What’s the best way to fight creation “science”? Does it suffice to just try to educate people, or should one take the stand that you can’t reason a person out of a position he didn’t reason himself into? If the latter, then what’s the best way to make people see reason?

In particular, I’m wondering if evolutionists are handicapped by a highbrow approach. It appears to me that evolutionists, being intellectuals, don’t want simply to write books that argue their case- they want to write books that end up in the New York Times Book Review, being described as a brilliant meditation on the meaning of evolution. Meanwhile, the creationists write The Handy Dandy Evolution Refuter, not to mention “Big Daddy.”

Along the same lines, is “Inherit the Wind” realistic? Would the creationist Brady really have been made a laughingstock by Drummond’s arguments, or would his creationist audience have stuck by him in real life?

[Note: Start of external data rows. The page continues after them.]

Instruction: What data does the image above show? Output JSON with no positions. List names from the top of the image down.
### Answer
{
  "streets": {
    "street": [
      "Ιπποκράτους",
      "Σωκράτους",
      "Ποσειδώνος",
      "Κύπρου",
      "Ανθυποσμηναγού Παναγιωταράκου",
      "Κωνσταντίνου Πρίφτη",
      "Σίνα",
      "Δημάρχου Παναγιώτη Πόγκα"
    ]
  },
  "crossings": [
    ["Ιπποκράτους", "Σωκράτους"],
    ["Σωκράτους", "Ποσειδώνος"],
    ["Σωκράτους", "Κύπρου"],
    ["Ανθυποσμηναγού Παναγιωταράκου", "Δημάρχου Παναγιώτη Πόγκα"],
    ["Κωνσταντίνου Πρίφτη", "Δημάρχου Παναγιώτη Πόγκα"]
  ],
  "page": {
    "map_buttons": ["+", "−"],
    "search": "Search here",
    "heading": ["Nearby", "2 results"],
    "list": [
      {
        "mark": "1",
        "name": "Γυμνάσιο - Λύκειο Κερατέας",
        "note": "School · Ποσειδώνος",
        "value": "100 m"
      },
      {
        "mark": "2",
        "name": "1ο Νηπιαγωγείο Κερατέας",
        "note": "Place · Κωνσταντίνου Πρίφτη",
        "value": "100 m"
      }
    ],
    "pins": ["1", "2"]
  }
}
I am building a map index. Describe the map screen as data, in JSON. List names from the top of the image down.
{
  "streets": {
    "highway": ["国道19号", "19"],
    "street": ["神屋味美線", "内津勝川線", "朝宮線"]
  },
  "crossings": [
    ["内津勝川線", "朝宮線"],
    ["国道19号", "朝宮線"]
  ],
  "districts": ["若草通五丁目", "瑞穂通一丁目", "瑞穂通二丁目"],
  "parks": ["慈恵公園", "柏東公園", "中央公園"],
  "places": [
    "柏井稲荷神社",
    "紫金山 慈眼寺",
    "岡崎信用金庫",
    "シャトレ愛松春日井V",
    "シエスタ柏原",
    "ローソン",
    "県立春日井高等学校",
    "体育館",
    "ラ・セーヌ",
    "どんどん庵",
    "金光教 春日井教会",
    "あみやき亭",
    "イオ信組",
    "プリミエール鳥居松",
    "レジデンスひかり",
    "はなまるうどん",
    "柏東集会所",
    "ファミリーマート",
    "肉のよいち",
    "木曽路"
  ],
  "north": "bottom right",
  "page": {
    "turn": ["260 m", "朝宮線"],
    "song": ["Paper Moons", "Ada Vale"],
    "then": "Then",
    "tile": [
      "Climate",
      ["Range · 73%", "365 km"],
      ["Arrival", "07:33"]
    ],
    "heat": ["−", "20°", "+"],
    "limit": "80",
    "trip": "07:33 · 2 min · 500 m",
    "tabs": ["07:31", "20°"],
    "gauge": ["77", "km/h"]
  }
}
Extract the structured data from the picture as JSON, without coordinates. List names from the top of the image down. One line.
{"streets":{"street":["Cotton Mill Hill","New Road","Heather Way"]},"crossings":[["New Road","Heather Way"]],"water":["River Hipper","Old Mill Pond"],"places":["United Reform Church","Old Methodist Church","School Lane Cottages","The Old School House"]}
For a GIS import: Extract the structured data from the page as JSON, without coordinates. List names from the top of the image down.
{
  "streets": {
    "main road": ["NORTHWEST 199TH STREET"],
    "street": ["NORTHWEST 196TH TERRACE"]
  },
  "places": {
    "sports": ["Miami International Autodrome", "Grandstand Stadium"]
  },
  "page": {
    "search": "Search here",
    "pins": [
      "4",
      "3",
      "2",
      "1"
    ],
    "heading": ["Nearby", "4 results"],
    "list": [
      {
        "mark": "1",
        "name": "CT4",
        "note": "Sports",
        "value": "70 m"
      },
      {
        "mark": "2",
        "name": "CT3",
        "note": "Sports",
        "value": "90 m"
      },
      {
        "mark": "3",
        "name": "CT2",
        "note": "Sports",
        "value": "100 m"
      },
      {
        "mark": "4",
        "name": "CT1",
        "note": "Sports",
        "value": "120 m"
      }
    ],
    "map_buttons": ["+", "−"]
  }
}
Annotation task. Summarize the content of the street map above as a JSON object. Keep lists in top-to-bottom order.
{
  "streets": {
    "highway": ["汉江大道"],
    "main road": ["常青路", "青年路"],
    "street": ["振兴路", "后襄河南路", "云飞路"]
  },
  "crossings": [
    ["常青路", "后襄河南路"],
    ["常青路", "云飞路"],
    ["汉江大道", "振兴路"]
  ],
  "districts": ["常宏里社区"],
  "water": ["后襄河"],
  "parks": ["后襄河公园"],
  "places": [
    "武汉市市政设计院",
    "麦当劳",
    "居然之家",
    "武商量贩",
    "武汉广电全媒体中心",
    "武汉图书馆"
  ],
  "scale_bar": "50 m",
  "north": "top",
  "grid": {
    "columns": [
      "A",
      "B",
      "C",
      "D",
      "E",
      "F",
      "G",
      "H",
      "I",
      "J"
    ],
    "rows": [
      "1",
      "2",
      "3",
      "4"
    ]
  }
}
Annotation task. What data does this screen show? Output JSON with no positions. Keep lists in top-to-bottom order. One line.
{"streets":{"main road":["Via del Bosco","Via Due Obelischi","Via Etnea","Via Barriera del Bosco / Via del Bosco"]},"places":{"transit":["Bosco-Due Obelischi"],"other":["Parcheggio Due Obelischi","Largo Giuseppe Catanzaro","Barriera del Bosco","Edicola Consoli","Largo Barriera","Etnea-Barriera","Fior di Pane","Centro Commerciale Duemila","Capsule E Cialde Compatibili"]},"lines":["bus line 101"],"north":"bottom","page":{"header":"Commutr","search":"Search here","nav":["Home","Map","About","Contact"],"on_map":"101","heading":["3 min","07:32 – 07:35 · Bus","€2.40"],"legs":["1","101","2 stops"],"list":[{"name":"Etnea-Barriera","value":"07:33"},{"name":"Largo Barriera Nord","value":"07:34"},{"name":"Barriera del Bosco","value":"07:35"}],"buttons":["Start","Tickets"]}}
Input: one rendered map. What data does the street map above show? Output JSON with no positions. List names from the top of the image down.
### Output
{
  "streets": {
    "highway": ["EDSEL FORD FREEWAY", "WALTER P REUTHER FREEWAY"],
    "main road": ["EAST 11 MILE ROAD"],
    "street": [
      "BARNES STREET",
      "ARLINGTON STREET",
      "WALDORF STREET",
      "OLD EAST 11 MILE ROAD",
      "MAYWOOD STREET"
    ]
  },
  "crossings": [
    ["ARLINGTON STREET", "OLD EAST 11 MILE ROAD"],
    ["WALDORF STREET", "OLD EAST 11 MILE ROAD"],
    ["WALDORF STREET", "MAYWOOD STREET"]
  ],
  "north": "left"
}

How much can creationism be defeated by satire and the deflating power of a horselaugh?


“Laughter is the most powerful force for good in the Universe. It is the only thing that can destroy a fossilized institution with a single blast.”

  • Mark Twain

Laughter will not work against those without a sense of humor.

I’ve found the simplest way to destroy most Creationist “evidence” is to casually mention Quantum Physics. That destroys the whole “Big Bang violates the laws of motion/thermodynamics” argument right there.

How the hell do you "casually’ mention quatum physics?

“Excuse me, have you seen Shroedinger’s cat?”

“Maybe. Maybe not.”

The problem with the arguments I have seen against Creationists have to do with the fact that some evolutionists are not content merely to defend the science; they feel compelled to attack the faith. This is unnecessary and flies in the face of the experience of the person you’re trying to convince. He falls prey to the Creationists easily because they treat the faith with respect and the “science” as augmenting the faith.

In other words, stop trying to bring about a two-fold conversion: from pseudo-science to science and from faith to atheism. It is entirely possible to believe in God, given the evidence, and in science, for the same reason.

I recommend you study Dr. Hugh Ross’s Reasons to Believe site. Dr. Ross has impeccable credentials as a scientist and is active in his Christian faith. You might not agree with how Ross interprets data toward his faith, but you will find that he agrees with you in his interpretation of the data toward an ancient universe. He says:

Stop wasting your time referring Christians to atheist sites that discount the faith of your debate opponent a priori. Refer them instead to Dr. Ross’s site. I wager you’ll get a lot more converts to science that way.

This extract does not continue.